*WORK REQUIRED*
Nothing but the lines from the first line of the records below to the line holding "height:14px; margin:-7px; padding:0" belongs in the answer, copied exactly and without pictures.

[Records excerpted from a collection]
------------------------------------
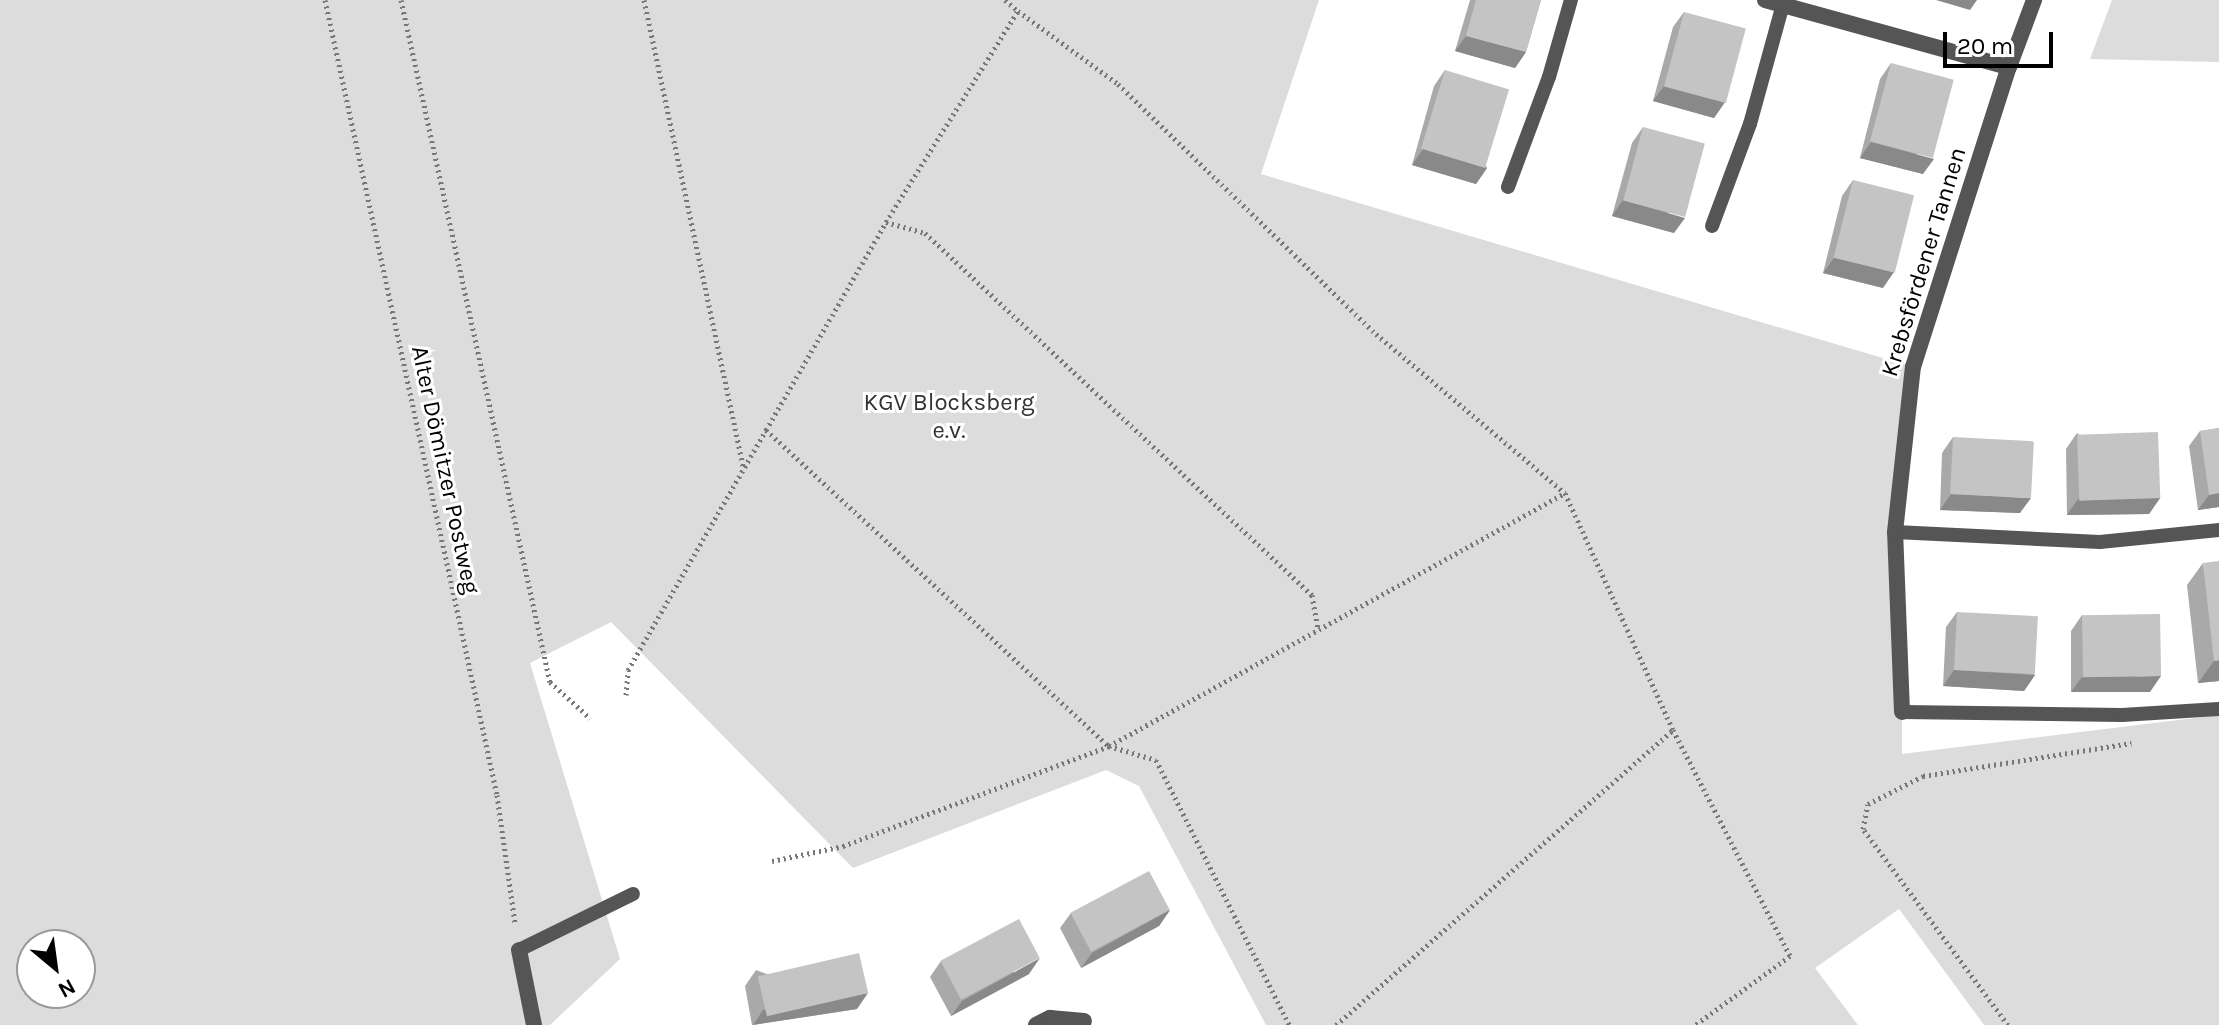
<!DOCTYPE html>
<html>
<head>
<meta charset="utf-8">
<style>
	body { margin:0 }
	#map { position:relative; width:2219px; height:1025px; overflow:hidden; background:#fff; font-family:Karla,sans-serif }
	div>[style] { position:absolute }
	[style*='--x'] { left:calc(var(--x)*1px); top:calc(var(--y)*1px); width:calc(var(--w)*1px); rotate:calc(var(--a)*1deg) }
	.green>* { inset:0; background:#dcdcdc }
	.path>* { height:5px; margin-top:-2.5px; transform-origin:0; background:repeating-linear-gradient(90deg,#777 0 2px,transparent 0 6px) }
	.lane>* { height:14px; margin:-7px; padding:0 7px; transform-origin:7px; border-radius:7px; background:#555 }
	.street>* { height:16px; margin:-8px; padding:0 8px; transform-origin:8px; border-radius:8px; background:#555 }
	.wall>* { inset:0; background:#a9a9a9 }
	.shaded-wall>* { inset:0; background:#898989 }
	.building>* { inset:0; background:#c4c4c4; transform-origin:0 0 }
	span { translate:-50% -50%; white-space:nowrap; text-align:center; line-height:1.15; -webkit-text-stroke:6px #fff; paint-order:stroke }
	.street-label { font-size:24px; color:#000 }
	.park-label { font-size:24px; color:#333 }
	.north { position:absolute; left:16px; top:929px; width:80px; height:80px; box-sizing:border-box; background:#fff; border:2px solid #999; border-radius:50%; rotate:151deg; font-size:22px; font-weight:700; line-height:32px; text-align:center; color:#000 }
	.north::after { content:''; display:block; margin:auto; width:28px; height:36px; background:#000; clip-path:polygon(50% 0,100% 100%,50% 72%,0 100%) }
	.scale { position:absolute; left:1943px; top:32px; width:110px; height:36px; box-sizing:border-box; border:4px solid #000; border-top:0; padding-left:10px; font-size:24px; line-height:28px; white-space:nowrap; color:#000; -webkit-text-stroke:6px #fff; paint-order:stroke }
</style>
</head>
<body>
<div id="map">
	<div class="green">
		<div style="clip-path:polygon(evenodd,0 0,1319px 0,1261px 174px,1913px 367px,1903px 463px,1902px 754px,2219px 715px,2219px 1025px,1984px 1025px,1899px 909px,1815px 968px,1858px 1025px,1266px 1025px,1139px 786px,1106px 770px,853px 868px,611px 622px,530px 663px,620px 959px,550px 1025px,0 1025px,0 0,32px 945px,80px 945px,80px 993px,32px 993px,32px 945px)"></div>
		<div style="clip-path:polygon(2112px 0,2219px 0,2219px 62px,2090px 59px)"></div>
	</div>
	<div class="path">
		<div style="--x:325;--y:0;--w:813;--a:77.79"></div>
		<div style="--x:497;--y:795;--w:129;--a:82"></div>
		<div style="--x:401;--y:0;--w:698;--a:77.68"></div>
		<div style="--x:550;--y:682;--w:54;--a:42"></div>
		<div style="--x:644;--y:0;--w:480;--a:78"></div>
		<div style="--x:1005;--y:0;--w:17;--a:40"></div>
		<div style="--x:886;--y:222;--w:41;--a:15.8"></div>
		<div style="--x:925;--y:233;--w:530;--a:43.09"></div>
		<div style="--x:1312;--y:595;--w:36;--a:80"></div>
		<div style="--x:766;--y:430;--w:466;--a:42.7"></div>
		<div style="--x:1109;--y:746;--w:49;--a:16.6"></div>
		<div style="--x:1156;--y:760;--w:297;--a:63.3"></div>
		<div style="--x:626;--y:695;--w:25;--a:-85"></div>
		<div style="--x:628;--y:670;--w:277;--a:-60.1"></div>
		<div style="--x:766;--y:430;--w:240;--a:-60"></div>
		<div style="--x:886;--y:222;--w:249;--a:-58"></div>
		<div style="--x:1018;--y:11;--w:124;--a:36.1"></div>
		<div style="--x:1118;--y:84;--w:359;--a:44.1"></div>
		<div style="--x:1376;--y:334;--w:247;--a:40.1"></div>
		<div style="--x:772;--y:861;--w:73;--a:-11.9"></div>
		<div style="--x:843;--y:846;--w:284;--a:-20.6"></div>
		<div style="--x:1109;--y:746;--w:521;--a:-29.02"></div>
		<div style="--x:1565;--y:493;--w:260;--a:65.5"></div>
		<div style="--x:1673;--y:730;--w:254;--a:62.6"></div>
		<div style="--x:1790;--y:956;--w:117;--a:144"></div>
		<div style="--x:1336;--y:1025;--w:448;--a:-41.2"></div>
		<div style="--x:2008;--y:1025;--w:244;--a:-126.5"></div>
		<div style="--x:1863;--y:829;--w:25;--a:-79"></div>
		<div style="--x:1868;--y:804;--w:62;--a:-27"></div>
		<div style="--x:1923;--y:776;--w:211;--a:-9"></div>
	</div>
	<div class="lane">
		<div style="--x:1508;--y:187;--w:117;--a:-69.6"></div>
		<div style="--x:1549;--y:77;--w:80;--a:-74.1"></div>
		<div style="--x:1712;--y:226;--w:109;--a:-69.6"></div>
		<div style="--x:1750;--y:124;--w:124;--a:-74.6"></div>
		<div style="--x:1895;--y:532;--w:205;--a:2.8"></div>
		<div style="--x:2100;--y:542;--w:120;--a:-5.8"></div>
		<div style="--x:1902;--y:712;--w:220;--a:0.8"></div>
		<div style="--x:2122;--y:715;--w:97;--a:-3.5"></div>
		<div style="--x:519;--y:950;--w:127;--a:-26.2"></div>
	</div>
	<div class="street">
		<div style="--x:1765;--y:0;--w:253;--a:15.4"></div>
		<div style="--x:2009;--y:67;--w:72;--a:-69.5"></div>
		<div style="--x:1902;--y:712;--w:180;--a:-92.2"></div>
		<div style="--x:1895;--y:532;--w:166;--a:-83.8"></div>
		<div style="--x:1913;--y:367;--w:315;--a:-72.3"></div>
		<div style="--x:519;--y:950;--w:76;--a:78.7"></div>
		<div style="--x:1036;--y:1025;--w:16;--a:-27"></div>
		<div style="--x:1050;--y:1018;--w:34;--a:5"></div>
	</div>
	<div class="wall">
		<div style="clip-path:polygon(1470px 0,1541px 0,1526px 52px,1515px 68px,1455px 51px)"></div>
		<div style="clip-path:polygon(1684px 12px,1725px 102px,1714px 118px,1653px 101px,1673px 27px)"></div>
		<div style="clip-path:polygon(1891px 63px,1923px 174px,1860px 158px,1880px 79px)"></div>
		<div style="clip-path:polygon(1445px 70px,1487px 168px,1476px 184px,1412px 165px,1434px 86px)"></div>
		<div style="clip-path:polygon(1643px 127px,1674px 233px,1612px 216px,1632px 143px)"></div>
		<div style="clip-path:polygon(1853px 180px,1883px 288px,1823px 273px,1842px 196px)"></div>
		<div style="clip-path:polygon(2219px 428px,2219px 507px,2198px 510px,2189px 446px,2200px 431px)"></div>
		<div style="clip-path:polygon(2077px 433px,2160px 498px,2149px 514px,2067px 515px,2066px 449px)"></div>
		<div style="clip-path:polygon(1953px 437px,2020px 513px,1940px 510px,1942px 453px)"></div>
		<div style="clip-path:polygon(2203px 563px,2219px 681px,2198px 683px,2187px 585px)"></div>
		<div style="clip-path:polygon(1957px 612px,2035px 675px,2024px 691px,1943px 686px,1946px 627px)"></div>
		<div style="clip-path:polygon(2082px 615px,2150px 692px,2071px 692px,2071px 631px)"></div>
		<div style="clip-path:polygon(1170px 910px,1159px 926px,1081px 968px,1060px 928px,1071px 913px)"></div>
		<div style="clip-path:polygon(941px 961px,1029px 974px,951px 1016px,930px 977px)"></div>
		<div style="clip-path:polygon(756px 970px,857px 1009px,752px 1025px,745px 986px)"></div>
	</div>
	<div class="shaded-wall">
		<div style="clip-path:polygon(1936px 0,1977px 0,1970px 10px)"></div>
		<div style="clip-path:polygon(1466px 36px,1526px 52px,1515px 68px,1455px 51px)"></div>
		<div style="clip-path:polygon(1664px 86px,1725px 102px,1714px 118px,1653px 101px)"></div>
		<div style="clip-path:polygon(1871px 142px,1934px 159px,1923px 174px,1860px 158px)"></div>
		<div style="clip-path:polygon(1423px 149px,1487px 168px,1476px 184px,1412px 165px)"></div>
		<div style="clip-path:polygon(1623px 200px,1685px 218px,1674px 233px,1612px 216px)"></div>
		<div style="clip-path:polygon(1834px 258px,1894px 272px,1883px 288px,1823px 273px)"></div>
		<div style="clip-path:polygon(2219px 493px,2219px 507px,2198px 510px,2209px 495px)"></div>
		<div style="clip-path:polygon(1951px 494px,2031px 498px,2020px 513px,1940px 510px)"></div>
		<div style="clip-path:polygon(2160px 498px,2149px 514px,2067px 515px,2078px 499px)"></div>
		<div style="clip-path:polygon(2219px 660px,2219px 681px,2198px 683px,2214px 661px)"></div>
		<div style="clip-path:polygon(1954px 670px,2035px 675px,2024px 691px,1943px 686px)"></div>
		<div style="clip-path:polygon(2161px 676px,2150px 692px,2071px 692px,2082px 677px)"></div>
		<div style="clip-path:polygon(1170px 910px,1159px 926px,1081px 968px,1092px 953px)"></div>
		<div style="clip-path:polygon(1040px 958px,1029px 974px,951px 1016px,962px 1001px)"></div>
		<div style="clip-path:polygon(868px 993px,857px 1009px,753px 1025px,763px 1010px)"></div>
	</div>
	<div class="building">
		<div style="clip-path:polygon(1476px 0,1541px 0,1526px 52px,1466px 36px)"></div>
		<div style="left:1684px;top:12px;width:64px;height:77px;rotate:15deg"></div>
		<div style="left:1891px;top:63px;width:65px;height:81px;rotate:15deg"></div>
		<div style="left:1445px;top:70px;width:67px;height:82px;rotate:17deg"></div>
		<div style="left:1643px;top:127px;width:64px;height:76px;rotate:15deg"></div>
		<div style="left:1853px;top:180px;width:63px;height:80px;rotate:14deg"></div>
		<div style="clip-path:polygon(2219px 428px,2219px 493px,2209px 495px,2200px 431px)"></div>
		<div style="left:2158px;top:432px;width:66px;height:81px;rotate:88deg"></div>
		<div style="left:1953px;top:437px;width:81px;height:57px;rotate:3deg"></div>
		<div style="clip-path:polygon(2219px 561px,2219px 660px,2214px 661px,2203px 563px)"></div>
		<div style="left:1957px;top:612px;width:81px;height:58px;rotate:3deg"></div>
		<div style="left:2160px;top:614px;width:62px;height:78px;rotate:89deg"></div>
		<div style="left:1149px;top:871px;width:44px;height:89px;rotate:62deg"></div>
		<div style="left:1019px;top:919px;width:44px;height:89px;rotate:62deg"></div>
		<div style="left:859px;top:953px;width:41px;height:104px;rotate:77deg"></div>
	</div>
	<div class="street-label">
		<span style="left:1924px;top:262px;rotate:-73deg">Krebsfördener Tannen</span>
		<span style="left:445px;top:470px;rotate:78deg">Alter Dömitzer Postweg</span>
	</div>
	<div class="park-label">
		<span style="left:949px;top:417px">KGV Blocksberg<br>e.v.</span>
	</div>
	<div class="north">N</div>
	<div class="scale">20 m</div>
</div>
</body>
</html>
------------------------------------
*OUTPUT FOR THIS TASK*
<!DOCTYPE html>
<html>
<head>
<meta charset="utf-8">
<style>
	body { margin:0 }
	#map { position:relative; width:2219px; height:1025px; overflow:hidden; background:#fff; font-family:Karla,sans-serif }
	div>[style] { position:absolute }
	[style*='--x'] { left:calc(var(--x)*1px); top:calc(var(--y)*1px); width:calc(var(--w)*1px); rotate:calc(var(--a)*1deg) }
	.green>* { inset:0; background:#dcdcdc }
	.path>* { height:5px; margin-top:-2.5px; transform-origin:0; background:repeating-linear-gradient(90deg,#777 0 2px,transparent 0 6px) }
	.lane>* { height:14px; margin:-7px; padding:0 7px; transform-origin:7px; border-radius:7px; background:#555 }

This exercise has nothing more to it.